For short term rentals, it is advisable to purchase the additional insurance, the following are the top reasons you should consider buying additional coverage.
- Loss Valuation: The value of a rental car, according to virtually all rental agreements, is determined solely at the discretion of the rental company and may be significantly different from the “ACV” basis used by most auto insurance companies covers the lesser of the “actual cash value” of the vehicle or the amount “necessary” to repair or replace the damaged property. The rental agreement may very well contractually obligate the insured to reimburse the lessor for the “full value” (whatever that is) of the vehicle. Under the current, the “betterment” clause may result in the insured being significantly underinsured relative to his/her obligations under the rental agreement.
- Loss Settlement: As implied above, there may very well be disagreement over the value of the vehicle or the amount charged for labor and materials to repair the property—depending on the edition, the Appraisal clause may be invoked by the insurer with its accompanying costs covered partially by the insured. More importantly, the insurer has the right to “…inspect and appraise the damaged property before its repair or disposal”— the rental company may choose to effect the repairs immediately, potentially resulting in a lack of coverage because of failure to comply with the condition cited above. In a recent claim involving farm equipment under a similar policy provision, the insurer denied coverage when the farmer had the property repaired immediately in order to minimize lost production and the insurer never had the opportunity to appraise the damage.
- Loss Payment: The rental agreement may require immediate reimbursement for damages and it is not uncommon for the rental company to charge the insured’s credit card. This can create a significant debt, “max” out the card’s credit limit (perhaps shortening a vacation or business trip), result in litigation, etc.
- Loss Damage Waivers (LDW): The rental agreement usually requires reimbursement for more than collision, making the insured responsible for ANY “loss” in value beyond normal wear and tear regardless of fault. Obviously, must include collision coverage on at least one insured owned vehicle for collision coverage to transfer to the nonowned auto. If the rental agreement includes a Loss (not just Collision) Damage Waiver (LDW), the policy must also include comprehensive coverage to protect the insured.
- Indirect Losses: The insured most likely will be responsible for the rental company’s loss of rental income on the damaged unit. The company has, at best, daily and maximum caps for this indirect loss and, depending on the edition date, an unendorsed policy or proprietary company form may pay only for loss of income resulting from theft. In addition, many rental companies will not divulge their fleet utilization logs for competitive reasons or their rental agreements may make the renter responsible for loss of use without regard to fleet utilization rates. If so, the renter may be charged even though unused rental vehicles are sitting on the lot. In one case, a renter was hit with a $2,000 loss of use charge, far more than what her policy covered.

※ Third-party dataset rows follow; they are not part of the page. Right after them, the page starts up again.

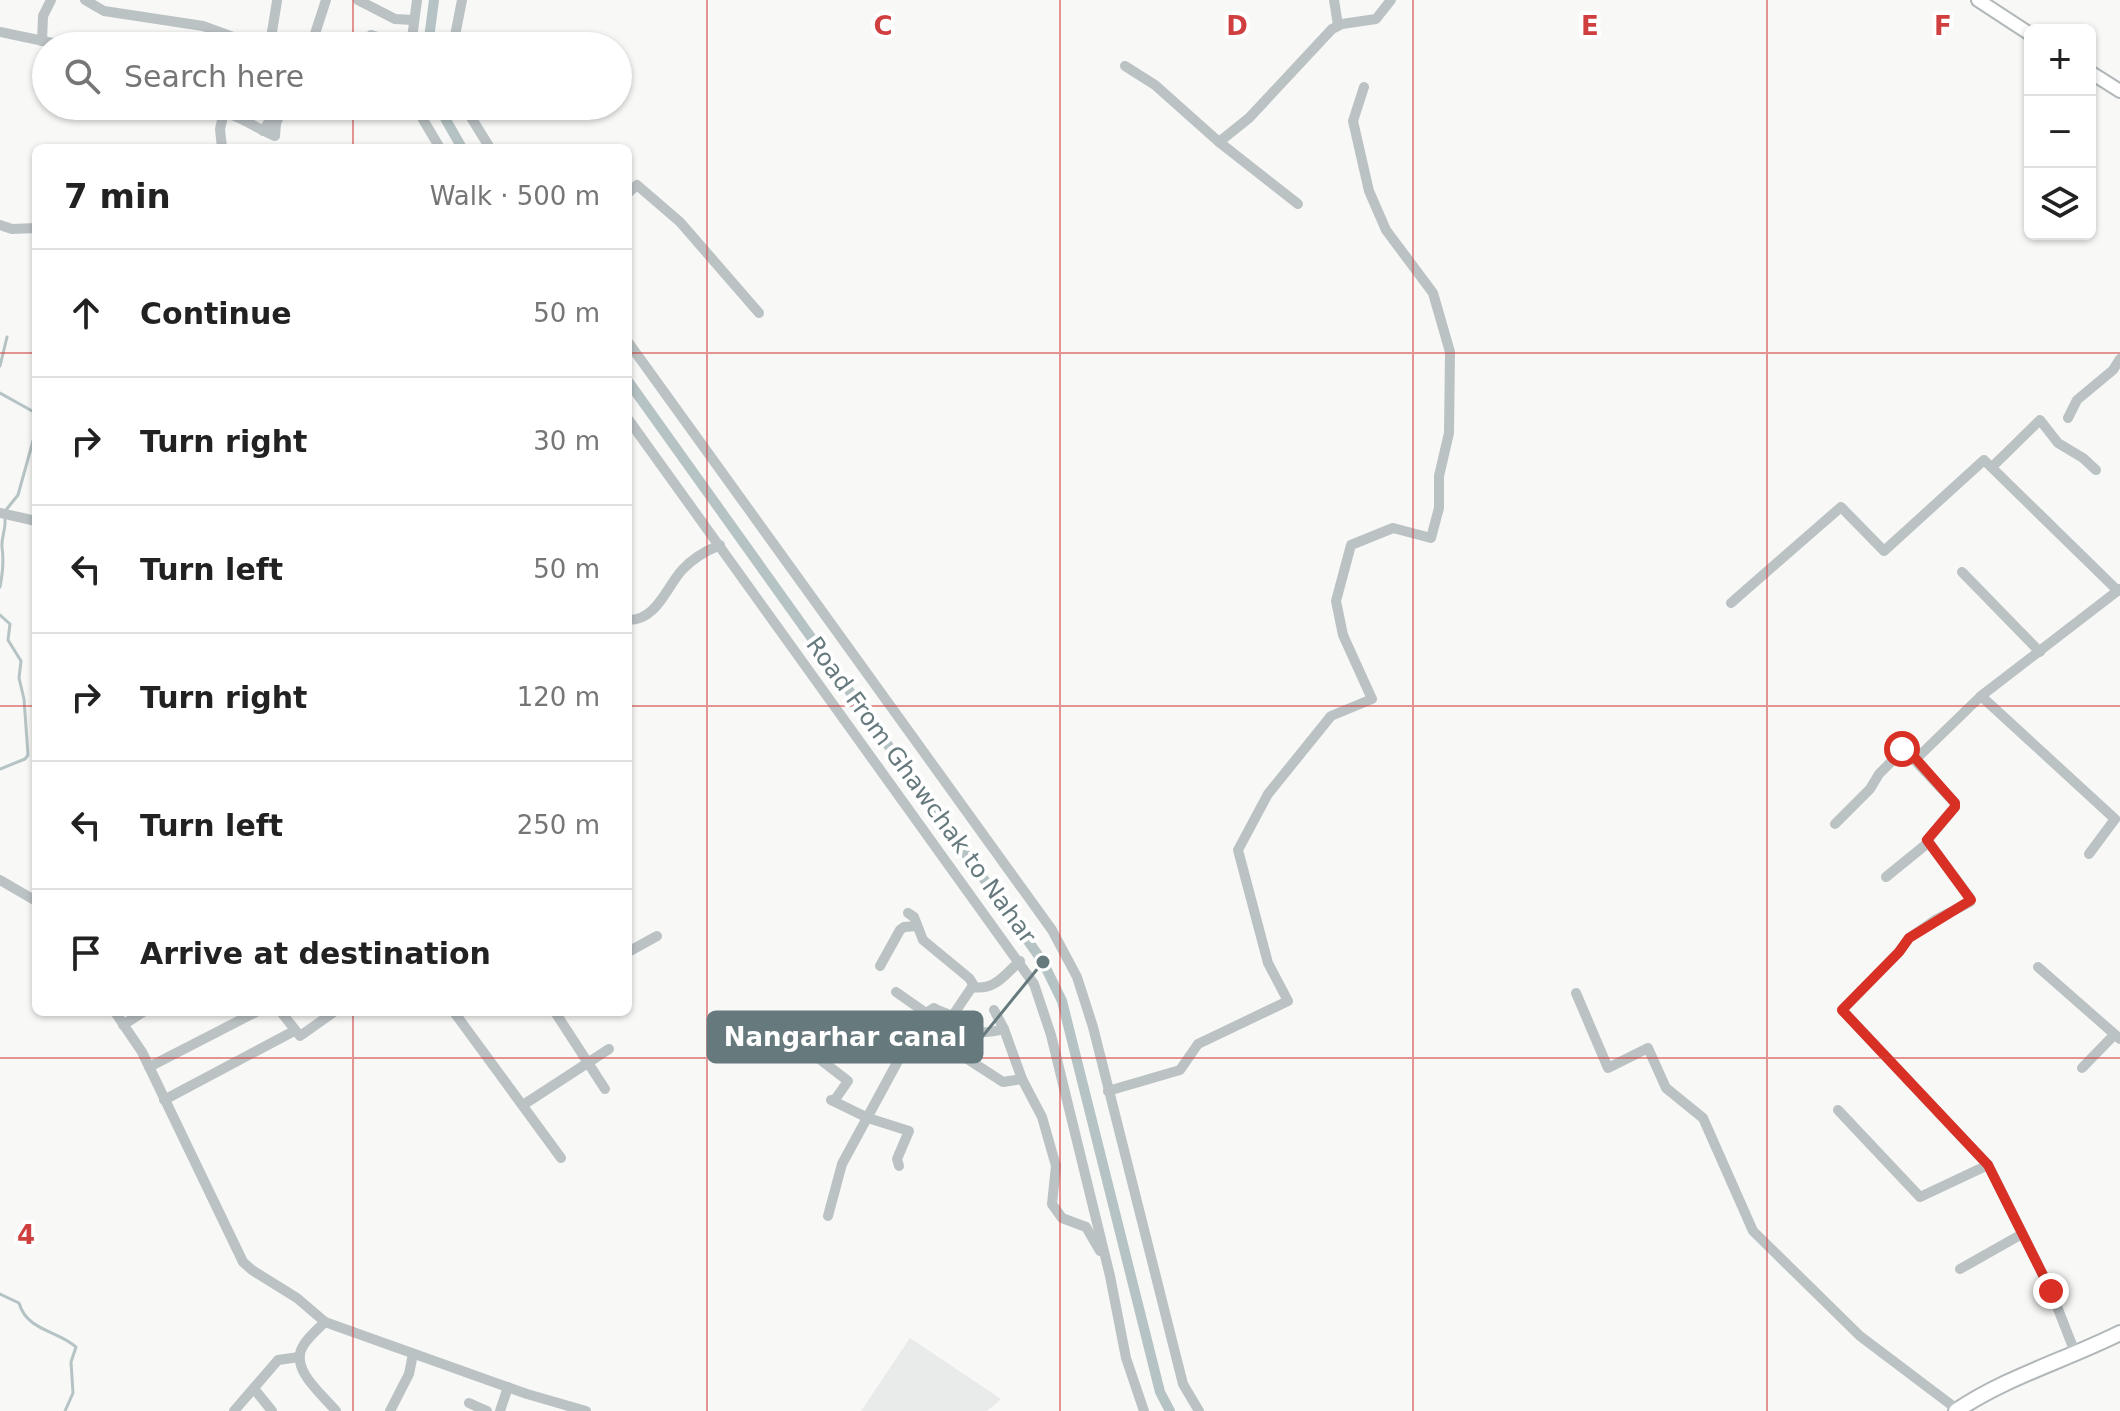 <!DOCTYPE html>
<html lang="en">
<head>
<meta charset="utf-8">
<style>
	body { margin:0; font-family:"DejaVu Sans",sans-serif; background:#f6f6f6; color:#222 }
	.controls { position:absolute; right:24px; top:24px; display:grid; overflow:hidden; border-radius:12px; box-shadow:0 2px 6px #0004 }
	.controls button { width:72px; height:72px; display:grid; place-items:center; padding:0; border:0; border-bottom:2px solid #e0e0e0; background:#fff; color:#222; font:40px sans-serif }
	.stop { position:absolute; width:24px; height:24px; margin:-18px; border:6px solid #d93025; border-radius:50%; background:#fff }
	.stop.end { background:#d93025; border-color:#fff; box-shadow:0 2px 8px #0008 }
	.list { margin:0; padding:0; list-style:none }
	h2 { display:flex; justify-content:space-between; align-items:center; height:104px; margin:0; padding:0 32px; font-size:34px }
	h2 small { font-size:26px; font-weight:400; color:#767676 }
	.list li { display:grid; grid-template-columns:52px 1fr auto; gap:24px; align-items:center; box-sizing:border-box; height:128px; padding:0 32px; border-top:2px solid #e0e0e0 }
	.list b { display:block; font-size:30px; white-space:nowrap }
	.list em { font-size:26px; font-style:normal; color:#767676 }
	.icon { flex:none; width:44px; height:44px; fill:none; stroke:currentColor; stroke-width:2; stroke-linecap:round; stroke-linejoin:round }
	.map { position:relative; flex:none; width:2120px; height:1411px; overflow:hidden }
	.search { position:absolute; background:#fff; box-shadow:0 2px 6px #0004; left:32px; top:32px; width:600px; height:88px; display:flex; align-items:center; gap:20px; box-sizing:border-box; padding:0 28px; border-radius:44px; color:#767676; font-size:30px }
	.panel { position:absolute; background:#fff; box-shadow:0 2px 6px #0004; left:32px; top:144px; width:600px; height:872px; border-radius:12px }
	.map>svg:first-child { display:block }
	.built { fill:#e9eaea }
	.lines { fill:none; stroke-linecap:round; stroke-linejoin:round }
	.stream { stroke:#b5c3c4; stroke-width:3 }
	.canal { stroke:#b5c3c4; stroke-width:10 }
	.major-casing { stroke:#b2b8ba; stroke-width:16 }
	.highway-casing { stroke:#b2b7b9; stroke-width:18 }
	.minor { stroke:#bbc2c3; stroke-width:10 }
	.major { stroke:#fff; stroke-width:12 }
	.highway { stroke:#fff; stroke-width:14 }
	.route { stroke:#d93025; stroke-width:10 }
	.grid { fill:none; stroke:#d03f40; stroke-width:2; stroke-opacity:0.55 }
	.labels { text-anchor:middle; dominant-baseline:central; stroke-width:8; stroke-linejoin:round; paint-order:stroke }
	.street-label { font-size:24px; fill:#667a7e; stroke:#fff }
	.grid-label { font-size:26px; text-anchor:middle; font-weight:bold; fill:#d03f40; stroke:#fff; stroke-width:8; stroke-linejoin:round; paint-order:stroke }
	.leader { fill:none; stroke:#667a7e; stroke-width:3 }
	.callout-dot { fill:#667a7e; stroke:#fff; stroke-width:3 }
	.callout { fill:#667a7e; stroke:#667a7e; stroke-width:3 }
	.callout-label { font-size:26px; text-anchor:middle; font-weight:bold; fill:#fff }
</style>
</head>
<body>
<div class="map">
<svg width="2120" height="1411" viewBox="0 0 2120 1411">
	<rect width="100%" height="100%" fill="#f8f8f6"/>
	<polygon class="built" points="910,1338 1001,1399 987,1411 861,1411"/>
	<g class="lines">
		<g class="stream">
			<polyline points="0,366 7,337"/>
			<polyline points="0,393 34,412 36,418"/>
			<polyline points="6,510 18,495 36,430"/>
			<path d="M0,587C3,572 4,561 2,547C1,538 6,529 5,520"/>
			<polyline points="0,615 10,624 8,640 21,661 19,678 24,699 28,755 25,759 0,769"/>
			<path d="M0,1294L19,1303C27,1331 57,1330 76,1347L71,1362L73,1393L65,1411"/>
		</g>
		<g class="canal">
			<polyline points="428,46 434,0"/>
			<polyline points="438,106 462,148"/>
			<polyline points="628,381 1043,962 1062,1001 1160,1392 1170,1411"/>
		</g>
		<g class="major-casing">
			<g id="major">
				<polyline points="1978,0 2030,34"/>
				<polyline points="2090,72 2120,91"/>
			</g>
		</g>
		<g class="highway-casing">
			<path id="highway" d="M1956,1411C2006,1377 2066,1360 2120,1333"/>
		</g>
		<g class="minor">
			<polyline points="85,0 104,11 203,26 258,46"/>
			<polyline points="358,0 395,19 413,20"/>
			<polyline points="1334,0 1338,25"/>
			<polyline points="0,32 67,46"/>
			<polyline points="42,41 43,16 51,0"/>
			<polyline points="264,46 269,43 271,38 277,1"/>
			<polyline points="311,46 326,0"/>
			<polyline points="367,46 371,35 408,46"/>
			<polyline points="411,46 417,0"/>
			<polyline points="453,46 462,0"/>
			<polyline points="1125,66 1155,85 1219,142 1298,204"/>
			<polyline points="217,106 224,112 231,112 236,106"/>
			<polyline points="415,106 440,148"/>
			<polyline points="464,106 490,148"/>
			<path d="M231,112L232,115C248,121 260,130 275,136L276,123"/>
			<polyline points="263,131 268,123 276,123 284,106"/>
			<polyline points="1219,142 1249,118 1332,29 1342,24 1376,19 1391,0"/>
			<polyline points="222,148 220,129 224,112"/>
			<polyline points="628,193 637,185 680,222 759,313"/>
			<polyline points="0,225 12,229 36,228"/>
			<polyline points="628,342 1052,930 1077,977 1093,1027 1183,1384 1199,1411"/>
			<polyline points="2068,418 2077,400 2113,370 2120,359"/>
			<polyline points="628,419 1034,984 1051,1035 1110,1276 1126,1358 1144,1411"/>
			<polyline points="1992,467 2040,420 2058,443 2083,458 2096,470"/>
			<polyline points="0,513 36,521"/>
			<polyline points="1962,572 2040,652"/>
			<polyline points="1731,603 1841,507 1884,551 1984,460 2118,591"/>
			<path d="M628,620C656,621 666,588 682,570C693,558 705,551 720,545"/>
			<polyline points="1981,696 2115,819 2089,854"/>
			<polyline points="1916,759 1981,696 2120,589"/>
			<polyline points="1835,824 1870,789 1879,774 1904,749 1955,803 1955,807 1927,840 1970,898 1970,902 1935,920 1909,938 1899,952 1842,1010 1988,1165 2051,1291 2076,1355"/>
			<polyline points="1886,877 1929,842"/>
			<polyline points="0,880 36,901"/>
			<polyline points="908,913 914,917 923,940 969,978 973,984 972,987"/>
			<polyline points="628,952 657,936"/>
			<polyline points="880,966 900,930 904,927 917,926"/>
			<polyline points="2038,967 2120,1039"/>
			<path d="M896,992L926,1013L934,1008C940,1012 946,1013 953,1016C977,1029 973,1037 1004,1029"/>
			<polyline points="1576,993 1608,1068 1648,1048 1666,1088 1703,1118 1753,1231 1860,1336 1958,1410"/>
			<polyline points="994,1010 1004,1029 1022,1079 1042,1117 1056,1166 1052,1204 1062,1218 1086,1227 1100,1251"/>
			<polyline points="115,1012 142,1052 243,1262 252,1270 297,1298 325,1322 527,1394 586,1411"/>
			<polyline points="281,1012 300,1036 334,1012"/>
			<polyline points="454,1012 561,1158"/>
			<polyline points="555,1012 605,1089"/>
			<polyline points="926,1013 927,1017 944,1030"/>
			<polyline points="847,1023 900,1059"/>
			<polyline points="123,1025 143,1012"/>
			<polyline points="938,1040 1003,1082 1022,1079"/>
			<polyline points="804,1047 848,1081 834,1101"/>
			<polyline points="149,1067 256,1012"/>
			<polyline points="2082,1068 2114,1035"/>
			<polyline points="1108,1091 1180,1070 1198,1044 1288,1001 1268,963 1238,850 1268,794 1331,716 1372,699 1343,635 1336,601 1351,545 1393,528 1431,538 1439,508 1439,476 1449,433 1450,352 1433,293 1386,230 1369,191 1353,121 1364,87"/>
			<polyline points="164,1100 294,1031"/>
			<polyline points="831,1100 868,1118 909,1131 897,1159 899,1166"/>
			<polyline points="523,1105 609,1049"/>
			<polyline points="1838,1110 1920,1197 1988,1165"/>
			<path d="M828,1216L842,1164L905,1048L913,1041L930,1049L972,987C995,991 1004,975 1020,961"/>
			<polyline points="1960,1269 2022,1234"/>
			<path d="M325,1322C318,1329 308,1337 303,1346C289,1369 323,1395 336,1411"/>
			<polyline points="255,1390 272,1411"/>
			<polyline points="469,1403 487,1411"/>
			<polyline points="234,1411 278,1360 299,1357"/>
			<polyline points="390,1411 409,1374 413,1354"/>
			<polyline points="500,1411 508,1387"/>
		</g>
		<use href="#major" class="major"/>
		<use href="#highway" class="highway"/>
	</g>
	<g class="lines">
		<polyline class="route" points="1902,749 1916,759 1955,803 1955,807 1927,840 1971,900 1909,938 1899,952 1842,1010 1988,1165 2051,1291"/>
	</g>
	<path class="grid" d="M353,0V46M707,0V1411M1060,0V1411M1413,0V1411M1767,0V1411M353,106V148M0,353H36M628,353H2120M0,706H36M628,706H2120M353,1012V1411M0,1058H2120"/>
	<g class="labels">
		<g class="street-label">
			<text transform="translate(921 790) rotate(54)">Road From Ghawchak to Nahar</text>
		</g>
	</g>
	<g class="grid-label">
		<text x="883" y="35">C</text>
		<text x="1237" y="35">D</text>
		<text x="1590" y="35">E</text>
		<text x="1943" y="35">F</text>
		<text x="26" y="1244">4</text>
	</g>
	<path class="leader" d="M1043 962L982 1037"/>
	<circle class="callout-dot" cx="1043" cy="962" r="8"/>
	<rect class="callout" x="708" y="1012" width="274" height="50" rx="8"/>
	<g class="callout-label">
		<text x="845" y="1046">Nangarhar canal</text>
	</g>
</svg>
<div class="controls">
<button>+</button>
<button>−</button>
<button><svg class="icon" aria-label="layers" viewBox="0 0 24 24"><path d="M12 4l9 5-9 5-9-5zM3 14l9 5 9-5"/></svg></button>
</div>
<div class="stop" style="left:1902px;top:749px"></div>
<div class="stop end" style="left:2051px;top:1291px"></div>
<div class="search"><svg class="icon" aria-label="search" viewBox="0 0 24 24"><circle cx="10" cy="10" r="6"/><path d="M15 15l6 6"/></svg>Search here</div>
<section class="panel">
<h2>7 min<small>Walk · 500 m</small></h2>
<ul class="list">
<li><svg class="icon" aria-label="ahead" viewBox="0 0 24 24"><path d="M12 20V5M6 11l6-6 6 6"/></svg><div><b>Continue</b></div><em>50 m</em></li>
<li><svg class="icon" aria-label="right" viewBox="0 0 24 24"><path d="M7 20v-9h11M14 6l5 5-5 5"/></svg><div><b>Turn right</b></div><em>30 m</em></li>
<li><svg class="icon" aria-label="left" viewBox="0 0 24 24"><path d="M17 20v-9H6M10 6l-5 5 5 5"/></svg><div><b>Turn left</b></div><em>50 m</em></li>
<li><svg class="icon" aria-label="right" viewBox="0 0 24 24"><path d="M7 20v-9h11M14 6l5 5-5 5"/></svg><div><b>Turn right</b></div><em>120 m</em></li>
<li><svg class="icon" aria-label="left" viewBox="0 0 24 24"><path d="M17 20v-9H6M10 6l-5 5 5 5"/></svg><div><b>Turn left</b></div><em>250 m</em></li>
<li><svg class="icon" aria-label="arrive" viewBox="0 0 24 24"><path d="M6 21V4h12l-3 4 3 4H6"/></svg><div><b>Arrive at destination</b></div></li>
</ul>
</section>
</div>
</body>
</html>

- Administrative Expenses: The rental contract may make the insured liable for various “administrative” or loss-related expenses such as towing (e.g., one insured was charged for a 230-mile tow), storage, appraisal, claims adjustment, etc. None of these expenses are typically covered by the auto policy.
- Excluded Vehicles & Territories: The auto policy normally does not provide physical damage coverage for motorcycles or other non-auto/pickup/van vehicles (e.g., motorhomes) and use of covered vehicles is limited to the U.S., its territories and possessions, Puerto Rico, and Canada.